ささみさん@がんばらない 6 / 日日日

ささみさん@がんばらない 6 (ガガガ文庫)

ささみさん@がんばらない 6 (ガガガ文庫)

『現代のトロイア戦争』で大事な保護者たちを失ったささみさんと情雨が、大切な人を取り戻すためにインド神話の最高神ヴィシュヌの元で、徳を重ねる魔法少女稼業を……という分かるような分からないようなあらすじの第6巻。
ちょっと間違えて触れれば壊れそうなそんな心と関係。大事な人達を取り戻そうとするささみさんと情雨も、そんな情雨の母親である玉藻前も、みんな不安を抱ながらそれでもがんばっていて。決して前向きなわけじゃなくて、転びそうで恐くて、触れたら壊してしまいそうで、不器用で勝手で、それでも必死に手を伸ばすように、寄り添うようにして生きている人たち。
これはそんな壊れものを描いた物語であって、けどそれをストレートに表現してはいないです。世界各国数多の神話と神々によって簡単に改変される、非日常は当たり前にあふれていて、いつでもどこでもひっくり返せるような確かなことはなにもない世界。その大きな流れに呑まれながらも、表面上で描かれるのは妙に凝った神話周りの、それを魔法少女のような今っぽい概念で置き換える設定であり、あ兄ちゃん譲りに変態なささみさんであり、百合百合した関係であり、何故か小学校でドッヂボールをする神々であり。
凝った設定とオタクネタとコメディとバトルと謎解きと、とにかく雑多な展開を混ぜあわせて圧縮して、から騒ぎのようになっている表面。
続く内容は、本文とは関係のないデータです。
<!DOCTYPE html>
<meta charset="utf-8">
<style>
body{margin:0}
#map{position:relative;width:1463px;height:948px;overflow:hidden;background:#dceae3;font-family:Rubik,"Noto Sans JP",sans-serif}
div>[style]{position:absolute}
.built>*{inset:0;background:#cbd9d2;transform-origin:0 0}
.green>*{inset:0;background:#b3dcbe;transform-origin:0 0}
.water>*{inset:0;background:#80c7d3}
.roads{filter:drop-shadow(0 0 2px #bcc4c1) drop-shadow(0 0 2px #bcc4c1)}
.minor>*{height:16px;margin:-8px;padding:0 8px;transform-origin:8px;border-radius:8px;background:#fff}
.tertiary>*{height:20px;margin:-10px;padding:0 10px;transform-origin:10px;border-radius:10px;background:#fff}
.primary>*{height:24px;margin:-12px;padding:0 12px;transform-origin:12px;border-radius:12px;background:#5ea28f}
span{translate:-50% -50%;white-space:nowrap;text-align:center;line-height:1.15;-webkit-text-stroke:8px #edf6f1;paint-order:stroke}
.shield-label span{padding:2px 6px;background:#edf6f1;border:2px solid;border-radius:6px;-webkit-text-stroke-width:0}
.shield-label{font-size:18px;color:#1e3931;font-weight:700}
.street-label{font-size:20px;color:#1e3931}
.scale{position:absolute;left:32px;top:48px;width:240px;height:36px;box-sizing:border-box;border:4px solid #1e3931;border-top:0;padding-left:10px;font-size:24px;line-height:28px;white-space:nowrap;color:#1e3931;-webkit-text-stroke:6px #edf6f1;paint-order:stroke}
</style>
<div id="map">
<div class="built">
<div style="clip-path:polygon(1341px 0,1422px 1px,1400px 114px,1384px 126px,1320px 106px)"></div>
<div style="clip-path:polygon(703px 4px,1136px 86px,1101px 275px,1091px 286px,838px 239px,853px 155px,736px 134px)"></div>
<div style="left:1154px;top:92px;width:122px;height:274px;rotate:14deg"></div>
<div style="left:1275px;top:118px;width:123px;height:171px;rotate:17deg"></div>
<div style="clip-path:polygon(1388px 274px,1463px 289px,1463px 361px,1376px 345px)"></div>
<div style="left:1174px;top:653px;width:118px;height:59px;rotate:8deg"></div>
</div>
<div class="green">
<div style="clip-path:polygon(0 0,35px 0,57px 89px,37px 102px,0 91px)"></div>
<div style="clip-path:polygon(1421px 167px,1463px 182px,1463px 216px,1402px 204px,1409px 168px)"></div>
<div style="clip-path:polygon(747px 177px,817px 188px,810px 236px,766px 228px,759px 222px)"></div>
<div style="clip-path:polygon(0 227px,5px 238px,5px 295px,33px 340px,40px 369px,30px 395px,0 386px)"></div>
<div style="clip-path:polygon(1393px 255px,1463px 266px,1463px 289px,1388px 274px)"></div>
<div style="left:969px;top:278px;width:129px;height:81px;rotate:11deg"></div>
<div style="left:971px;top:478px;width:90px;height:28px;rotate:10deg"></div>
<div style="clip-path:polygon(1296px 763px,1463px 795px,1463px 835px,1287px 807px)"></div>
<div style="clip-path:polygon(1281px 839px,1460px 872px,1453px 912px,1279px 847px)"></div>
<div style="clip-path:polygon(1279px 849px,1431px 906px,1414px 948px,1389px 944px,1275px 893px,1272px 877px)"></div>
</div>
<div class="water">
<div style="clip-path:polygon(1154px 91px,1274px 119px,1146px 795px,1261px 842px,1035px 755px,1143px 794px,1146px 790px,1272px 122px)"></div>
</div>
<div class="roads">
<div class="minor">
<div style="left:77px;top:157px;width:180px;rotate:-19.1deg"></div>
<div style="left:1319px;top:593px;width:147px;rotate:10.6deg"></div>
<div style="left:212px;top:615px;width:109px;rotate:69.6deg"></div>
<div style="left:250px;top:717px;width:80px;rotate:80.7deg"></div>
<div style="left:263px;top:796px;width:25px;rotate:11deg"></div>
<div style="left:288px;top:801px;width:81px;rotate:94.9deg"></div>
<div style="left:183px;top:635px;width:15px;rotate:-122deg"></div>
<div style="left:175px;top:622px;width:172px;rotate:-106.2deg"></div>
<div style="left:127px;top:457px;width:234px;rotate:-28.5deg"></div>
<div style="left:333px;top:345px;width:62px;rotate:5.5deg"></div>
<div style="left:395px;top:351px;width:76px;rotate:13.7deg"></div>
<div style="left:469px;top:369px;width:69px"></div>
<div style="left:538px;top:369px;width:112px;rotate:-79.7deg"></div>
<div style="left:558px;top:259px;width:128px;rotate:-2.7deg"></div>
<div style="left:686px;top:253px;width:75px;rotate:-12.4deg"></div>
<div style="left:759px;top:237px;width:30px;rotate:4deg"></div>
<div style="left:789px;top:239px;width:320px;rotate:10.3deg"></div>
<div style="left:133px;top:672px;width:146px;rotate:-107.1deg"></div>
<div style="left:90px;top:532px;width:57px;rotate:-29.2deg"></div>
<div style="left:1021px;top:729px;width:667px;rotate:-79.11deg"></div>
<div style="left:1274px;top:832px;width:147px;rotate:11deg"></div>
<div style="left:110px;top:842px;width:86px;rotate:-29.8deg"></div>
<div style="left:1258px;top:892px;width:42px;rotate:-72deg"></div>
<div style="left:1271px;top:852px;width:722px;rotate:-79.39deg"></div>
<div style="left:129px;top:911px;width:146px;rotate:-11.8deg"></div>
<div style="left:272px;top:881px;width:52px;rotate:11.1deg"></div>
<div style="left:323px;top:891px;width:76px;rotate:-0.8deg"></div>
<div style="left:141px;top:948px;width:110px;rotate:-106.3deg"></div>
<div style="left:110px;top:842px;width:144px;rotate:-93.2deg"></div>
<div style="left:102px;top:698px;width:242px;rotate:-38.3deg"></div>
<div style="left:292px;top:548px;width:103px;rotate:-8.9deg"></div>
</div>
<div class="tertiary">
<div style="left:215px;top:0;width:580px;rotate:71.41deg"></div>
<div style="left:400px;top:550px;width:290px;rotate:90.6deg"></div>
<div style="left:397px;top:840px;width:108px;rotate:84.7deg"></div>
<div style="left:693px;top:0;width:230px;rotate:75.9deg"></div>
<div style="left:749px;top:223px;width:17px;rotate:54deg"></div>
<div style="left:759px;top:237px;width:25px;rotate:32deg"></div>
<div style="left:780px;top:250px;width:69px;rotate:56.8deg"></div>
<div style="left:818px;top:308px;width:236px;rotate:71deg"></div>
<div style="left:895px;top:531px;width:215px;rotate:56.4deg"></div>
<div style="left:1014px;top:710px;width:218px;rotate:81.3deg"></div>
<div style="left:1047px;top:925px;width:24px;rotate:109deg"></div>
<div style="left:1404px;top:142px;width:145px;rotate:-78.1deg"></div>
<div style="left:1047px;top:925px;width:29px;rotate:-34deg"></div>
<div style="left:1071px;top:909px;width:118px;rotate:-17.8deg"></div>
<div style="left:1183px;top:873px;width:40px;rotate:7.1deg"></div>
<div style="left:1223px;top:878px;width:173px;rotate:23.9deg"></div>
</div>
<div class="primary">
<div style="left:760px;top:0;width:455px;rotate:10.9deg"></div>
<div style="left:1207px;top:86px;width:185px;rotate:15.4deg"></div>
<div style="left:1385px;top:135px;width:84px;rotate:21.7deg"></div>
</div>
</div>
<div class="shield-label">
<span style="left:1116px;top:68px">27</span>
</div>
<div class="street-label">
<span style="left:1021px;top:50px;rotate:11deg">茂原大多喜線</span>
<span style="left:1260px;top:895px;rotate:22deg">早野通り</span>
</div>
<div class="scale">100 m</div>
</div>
根本のルールが如何様にもなるから、どこに飛んでいくか読んでいてさっぱり分からないトリッキーな展開。そんな滅茶苦茶なものに彩られながらも、でもやっぱりこの作品の芯の部分にあるのは、壊れものの世界で、すべてが叶うことのないそんな世界だからこそ光る人の想いであって。逆に言えば、それがあまりにも繊細だから、こんなにもごちゃごちゃとした何かで飾り立てられている訳で。それでもこの作品の中で時々ある、それがむき出しになるような一瞬が、私はたまらなく好きなのだと思うのです。
そんな訳で、もうただ大好きとしか言えなくなってきたシリーズ。次の巻もとても楽しみです。